Though Bay Area waters are known to be chilly, our beautiful and rugged beaches attract many hardy swimmers, windsurfers, boaters, and divers each year. What many of them may not know is that the water they enjoy could be contaminated and pose health risks. As of 1999, California law requires increased monitoring of beachwater, and with this increased monitoring has come a greater number of beach closings and swimmer advisories. San Francisco, San Mateo, and Sonoma all saw jumps -- a sign that we are only now beginning to understand the true extent of water pollution at our beaches. But not all counties are notifying the public about the results of their monitoring. So while some beachgoers are protected from swimming in contaminated waters, others are not.

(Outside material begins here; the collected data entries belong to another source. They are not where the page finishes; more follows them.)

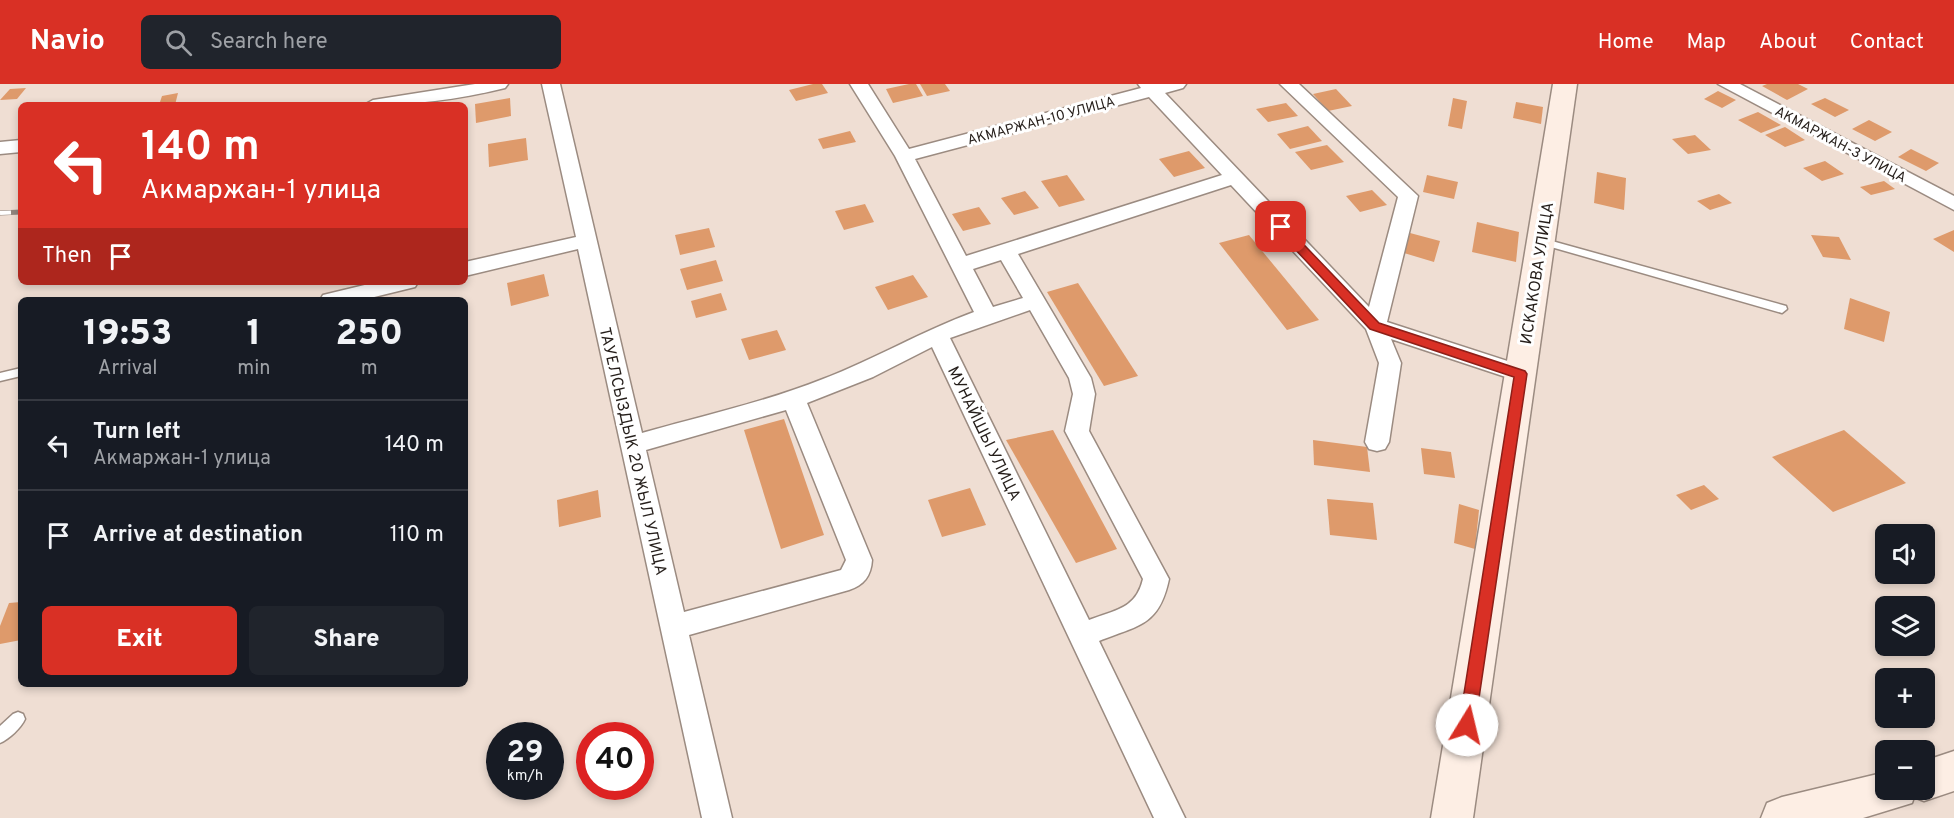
<!DOCTYPE html>
<html lang="en">
<head>
<meta charset="utf-8">
<style>
  :root { --surface:#171b24; --page:#20242c; --text:#f1f3f6; --muted:#9ea1a6; --line:#363941; --accent:#d93025 }
  body { margin:0; font-family:Overpass,sans-serif; background:var(--page); color:var(--text); height:100vh; display:flex; flex-direction:column; font-size:22px; white-space:nowrap }
  * { box-sizing:border-box; margin:0 }
  p { font-size:20px; color:var(--muted) }
  .icon { flex:none; width:33px; height:33px; fill:none; stroke:currentColor; stroke-width:2; stroke-linecap:round; stroke-linejoin:round }
  .map { position:relative; flex:1; overflow:hidden }
  .details { position:absolute; left:18px; top:213px; width:450px; height:390px; display:flex; flex-direction:column; background:var(--surface); border-radius:9px; box-shadow:0 3px 9px #0003 }
  .details>* { flex:none }
  .hud { position:absolute; left:18px; top:18px; width:450px; height:183px; border-radius:9px; box-shadow:0 3px 9px #0003; background:#d93025; color:#fff; overflow:hidden }
  .tools { position:absolute; left:1875px; top:440px; display:grid; gap:12px }
  .tools a { display:grid; place-items:center; width:60px; height:60px; border-radius:9px; background:var(--surface); box-shadow:0 3px 9px #0003; font-size:30px }
  .speed { position:absolute; left:486px; top:638px; display:flex; gap:12px; font-size:30px; font-weight:700; text-align:center }
  .speed>* { display:grid; place-content:center; width:78px; height:78px; border-radius:50%; background:var(--surface); box-shadow:0 3px 9px #0003; line-height:1 }
  .speed small { font-size:15px; font-weight:400 }
  .speed .limit { border:9px solid #d22; background:#fff; color:#111 }
  .pin { position:absolute; display:grid; place-items:center; width:51px; height:51px; color:#fff; margin:-26px; border-radius:12px; box-shadow:0 3px 9px #0006 }
  .me { position:absolute; width:66px; margin:-33px; rotate:9deg; stroke-linejoin:round; filter:drop-shadow(0 0 4px #0008) }
  .turn { display:flex; align-items:center; gap:21px; height:126px; padding:0 24px; font-size:27px }
  .turn .icon { width:78px; height:78px; stroke-width:2.5 }
  .turn b { display:block; font-size:42px; line-height:51px }
  .then { display:flex; align-items:center; height:57px; padding:0 24px; background:#0003; gap:12px; font-size:22px }
  .eta { display:flex; justify-content:space-evenly; align-items:center; height:102px; text-align:center }
  .eta b { font-size:36px; font-weight:800; line-height:42px }
  .cta { display:flex; gap:12px; margin-top:auto; padding:12px 24px }
  .cta a { flex:1; height:69px; border-radius:9px; background:var(--accent); color:#fff; font-size:24px; font-weight:800; line-height:69px; text-align:center }
  .cta a+a { background:var(--page); color:var(--text) }
  ul { padding:0; list-style:none }
  li { display:flex; align-items:center; gap:18px; height:90px; padding:0 24px; border-top:2px solid var(--line) }
  li div { flex:1 }
  li b { display:block; font-size:22px }
  li em { font-style:normal }
  header { display:flex; align-items:center; gap:36px; box-sizing:border-box; height:84px; padding:0 30px; background:var(--accent); color:#fff }
  header strong { font-size:28px }
  nav { display:flex; gap:33px; margin-inline-start:auto; font-size:21px }
  .search { width:420px; height:54px; background:var(--page); display:flex; align-items:center; gap:15px; box-sizing:border-box; padding:0 21px; border-radius:9px; color:var(--muted); font-size:22px }
  .map>svg:first-child { display:block }
</style>
</head>
<body>
<header>
<strong>Navio</strong>
<div class="search"><svg class="icon" aria-label="search" viewBox="0 0 24 24"><circle cx="10" cy="10" r="6"/><path d="M15 15l6 6"/></svg>Search here</div>
<nav><a>Home</a><a>Map</a><a>About</a><a>Contact</a></nav>
</header>
<div class="map">
<svg width="1954" height="734" viewBox="0 0 1954 734">
  <rect width="100%" height="100%" fill="#efded3"/>
  <g fill="#de9a6b">
    <path d="M813 0H822L828 9 796 17 789 6Z"/>
    <path d="M909 0H916L923 12 893 19 886 5Z"/>
    <path d="M920 0H945L950 7 927 12Z"/>
    <path d="M1767 0H1798L1808 5 1787 16 1762 2Z"/>
    <path d="M26 4 17 15 0 16 10 5Z"/>
    <path d="M1336 5 1352 22 1328 27 1313 10Z"/>
    <path d="M1718 7 1736 16 1722 24 1704 15Z"/>
    <path d="M178 9 175 21H159L162 12Z"/>
    <path d="M510 14 511 32 476 39 475 20Z"/>
    <path d="M1453 14 1467 17 1462 45 1448 42Z"/>
    <path d="M1825 14 1849 26 1835 33 1811 20Z"/>
    <path d="M1516 18 1543 23 1541 40 1513 34Z"/>
    <path d="M1286 19 1298 32 1268 38 1256 25Z"/>
    <path d="M1758 28 1781 41 1761 49 1738 36Z"/>
    <path d="M1869 36 1892 48 1875 57 1852 45Z"/>
    <path d="M1308 42 1322 57 1290 65 1277 50Z"/>
    <path d="M1785 43 1805 56 1785 63 1765 51Z"/>
    <path d="M850 47 856 58 823 65 818 55Z"/>
    <path d="M1695 51 1711 66 1688 70 1672 55Z"/>
    <path d="M526 54 528 76 489 83 488 60Z"/>
    <path d="M1327 61 1344 78 1311 86 1295 68Z"/>
    <path d="M1911 65 1939 79 1926 87 1898 73Z"/>
    <path d="M1189 67 1205 84 1174 93 1159 75Z"/>
    <path d="M1825 77 1844 90 1822 97 1803 84Z"/>
    <path d="M1597 88 1626 94 1624 126 1594 119Z"/>
    <path d="M1067 91 1085 116 1059 123 1041 97Z"/>
    <path d="M1427 91 1458 98 1454 115 1423 108Z"/>
    <path d="M1884 97 1895 105 1871 111 1860 103Z"/>
    <path d="M1372 106 1387 121 1360 128 1346 112Z"/>
    <path d="M1025 107 1039 124 1014 131 1001 114Z"/>
    <path d="M1719 110 1732 119 1710 126 1697 117Z"/>
    <path d="M865 120 874 138 844 146 835 127Z"/>
    <path d="M979 123 991 140 963 147 952 130Z"/>
    <path d="M1477 138 1519 148 1516 178 1472 168Z"/>
    <path d="M709 144 715 163 680 171 675 151Z"/>
    <path d="M1954 146V168L1933 155Z"/>
    <path d="M1410 149 1440 157 1434 178 1404 169Z"/>
    <path d="M1249 151 1319 236 1287 246 1219 159Z"/>
    <path d="M1811 151 1839 153 1851 176 1823 173Z"/>
    <path d="M716 176 723 197 687 206 680 185Z"/>
    <path d="M544 190 549 212 511 222 507 199Z"/>
    <path d="M913 191 928 213 888 226 875 203Z"/>
    <path d="M1078 199 1138 292 1104 302 1047 208Z"/>
    <path d="M721 209 727 226 696 234 691 217Z"/>
    <path d="M1850 214 1890 228 1884 258 1844 245Z"/>
    <path d="M777 246 786 266 749 276 741 255Z"/>
    <path d="M784 335 824 451 781 465 744 346Z"/>
    <path d="M1053 346 1117 465 1076 479 1006 356Z"/>
    <path d="M1844 346 1906 399 1833 428 1772 373Z"/>
    <path d="M1313 356 1367 363 1370 388 1314 381Z"/>
    <path d="M1421 364 1451 368 1455 394 1424 390Z"/>
    <path d="M1704 401 1719 415 1691 426 1676 411Z"/>
    <path d="M970 404 986 441 942 453 928 416Z"/>
    <path d="M598 406 601 433 559 443 557 416Z"/>
    <path d="M1327 415 1373 419 1377 456 1330 451Z"/>
    <path d="M1459 420 1479 426 1475 465 1454 459Z"/>
    <path d="M21 518V556L0 560V542L9 519Z"/>
  </g>
  <g fill="none" stroke-linecap="round" stroke-linejoin="round">
    <g stroke="#9b8b81" stroke-width="3">
      <g id="lane">
        <path d="M1541 154 1786 222 1787 225 1782 229 1537 159 1536 157Z"/>
        <path d="M21 284V292L0 297V289Z"/>
        <path d="M18 628 23 630 25 635C21 644 9 655 0 659V642L13 630Z"/>
      </g>
    </g>
    <g stroke="#9b8b81" stroke-width="3">
      <g id="street">
        <path d="M475 0H508L505 4C456 16 414 21 364 21L373 16Z"/>
        <path d="M542 0H560L642 349C702 332 765 318 823 295 875 275 922 247 974 228L895 72 850 0H868L909 65 1141 4 1138 0H1186L1183 4 1165 9 1369 223 1398 113 1280 0H1299L1418 112 1387 238 1529 284 1532 290 1529 296 1521 298 1391 255 1401 279 1389 358 1385 365 1377 367 1369 365 1365 358 1379 279 1366 245 1231 101 1018 170 1091 294 1095 310 1089 347 1169 495C1159 542 1139 541 1099 557L1185 734H1154L932 263 873 293 807 319 872 476C871 492 864 501 849 506L689 551 732 734H702L578 165 465 192V178L576 153ZM1149 13 1222 91 966 172 915 75ZM1001 176 1023 214 993 223 973 185ZM1030 226 1069 294 1073 310 1065 347 1143 495C1136 525 1115 526 1089 536L950 254ZM786 326 846 476 841 486 684 528 646 366Z"/>
        <path d="M1718 0H1740L1954 112V126Z"/>
        <path d="M21 56V68L0 70V58Z"/>
        <path d="M377 198H418L415 203 362 216H320L323 211Z"/>
      </g>
    </g>
    <g stroke="#9b8b81" stroke-width="3">
      <g id="secondary">
        <path d="M1553 0H1577L1473 734H1431Z"/>
        <path d="M1954 667V707L1924 717 1914 713 1912 719 1863 734H1761L1767 719 1782 713 1886 688V705H1924V677Z"/>
      </g>
    </g>
    <use href="#lane" fill="#fff" fill-rule="evenodd"/>
    <use href="#street" fill="#fff" fill-rule="evenodd"/>
    <use href="#secondary" fill="#fdeee4" fill-rule="evenodd"/>
    <g stroke="#92867e" stroke-width="5">
      <path id="rail" d="M0 129 21 128"/>
    </g>
    <use href="#rail" stroke="#fff" stroke-width="4" stroke-dasharray="11" stroke-linecap="butt"/>
  </g>
  <path fill="#d93025" stroke="#8d1f18" stroke-width="1.5" d="M1281 140 1285 141 1379 239 1525 287 1527 290 1475 641 1473 646 1467 648 1461 646 1459 641 1514 293 1370 245 1277 146 1275 143Z"/>
  <g text-anchor="middle" stroke-width="6" stroke-linejoin="round" paint-order="stroke">
    <g font-size="14" fill="#251e1a" stroke="#fff">
      <text transform="translate(1041 36) rotate(-15)" y="5">АКМАРЖАН-10 УЛИЦА</text>
      <text transform="translate(1841 60) rotate(28)" y="5">АКМАРЖАН-3 УЛИЦА</text>
    </g>
    <g font-size="16" fill="#251e1a" stroke="#fff">
      <text transform="translate(1536 189) rotate(-81)" y="6">ИСКАКОВА УЛИЦА</text>
      <text transform="translate(985 349) rotate(64)" y="6">МУНАЙШЫ УЛИЦА</text>
      <text transform="translate(634 367) rotate(77)" y="6">ТАУЕЛСЫЗДЫК 20 ЖЫЛ УЛИЦА</text>
    </g>
  </g>
</svg>
<div class="tools">
<a><svg class="icon" aria-label="sound" viewBox="0 0 24 24"><path d="M4 9h4l5-4v14l-5-4H4zM17 9q2 3 0 6"/></svg></a>
<a><svg class="icon" aria-label="layers" viewBox="0 0 24 24"><path d="M12 4l9 5-9 5-9-5zM3 14l9 5 9-5"/></svg></a>
<a>+</a>
<a>−</a>
</div>
<div class="speed"><div>29<small>km/h</small></div><div class="limit">40</div></div>
<div class="pin" style="left:1281px;top:143px;background:#d93025"><svg class="icon" aria-label="arrive" viewBox="0 0 24 24"><path d="M6 21V4h12l-3 4 3 4H6"/></svg></div>
<svg class="me" style="left:1467px;top:641px" viewBox="-20 -20 40 40"><circle r="19" fill="#fff"/><path d="M0-13L10 11 0 6-10 11z" fill="#d93025"/></svg>
<div class="hud">
<div class="turn"><svg class="icon" aria-label="left" viewBox="0 0 24 24"><path d="M17 20v-9H6M10 6l-5 5 5 5"/></svg><div><b>140 m</b>Акмаржан-1 улица</div></div>
<div class="then">Then<svg class="icon" aria-label="arrive" viewBox="0 0 24 24"><path d="M6 21V4h12l-3 4 3 4H6"/></svg></div>
</div>
<section class="details">
<div class="eta">
<div><b>19:53</b><p>Arrival</p></div>
<div><b>1</b><p>min</p></div>
<div><b>250</b><p>m</p></div>
</div>
<ul>
<li><svg class="icon" aria-label="left" viewBox="0 0 24 24"><path d="M17 20v-9H6M10 6l-5 5 5 5"/></svg><div><b>Turn left</b><p>Акмаржан-1 улица</p></div><em>140 m</em></li>
<li><svg class="icon" aria-label="arrive" viewBox="0 0 24 24"><path d="M6 21V4h12l-3 4 3 4H6"/></svg><div><b>Arrive at destination</b></div><em>110 m</em></li>
</ul>
<div class="cta"><a>Exit</a><a>Share</a></div>
</section>
</div>
</body>
</html>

NRDC analysts looked at data covering beach advisories (posted warnings) and closings in California for the period 1999 to 2000 -- that is, since monitoring of popular beaches and beaches adjacent to storm drains became mandatory. Under legislation enacted in 1997, beaches that receive 50,000 visitors annually or that are located in areas adjacent to storm drains that flow in the summer must be monitored weekly. Samples must be tested for three indicator organisms: total coliform, fecal coliform, and enterococcus. Beaches that fail to meet state criteria for any of these indicators must be posted with conspicuous warning signs that notify the public of health risks associated with swimming there.
In San Francisco, the number of reported closings and advisories increased from 8 in 1999 to 31 in 2000. San Mateo saw a huge increase -- from 94 in 1999 to 276 in 2000. Sonoma had a modest increase, from 27 in 1999 to 33 in 2000. In 1999 and 2000, Alameda and Marin reported that they were monitoring beaches, but both counties failed to provide any information about monitoring results in both years. While testing for beachwater pollution is essential, in the end swimmers won't be adequately protected unless the sources of pollution are cleaned up.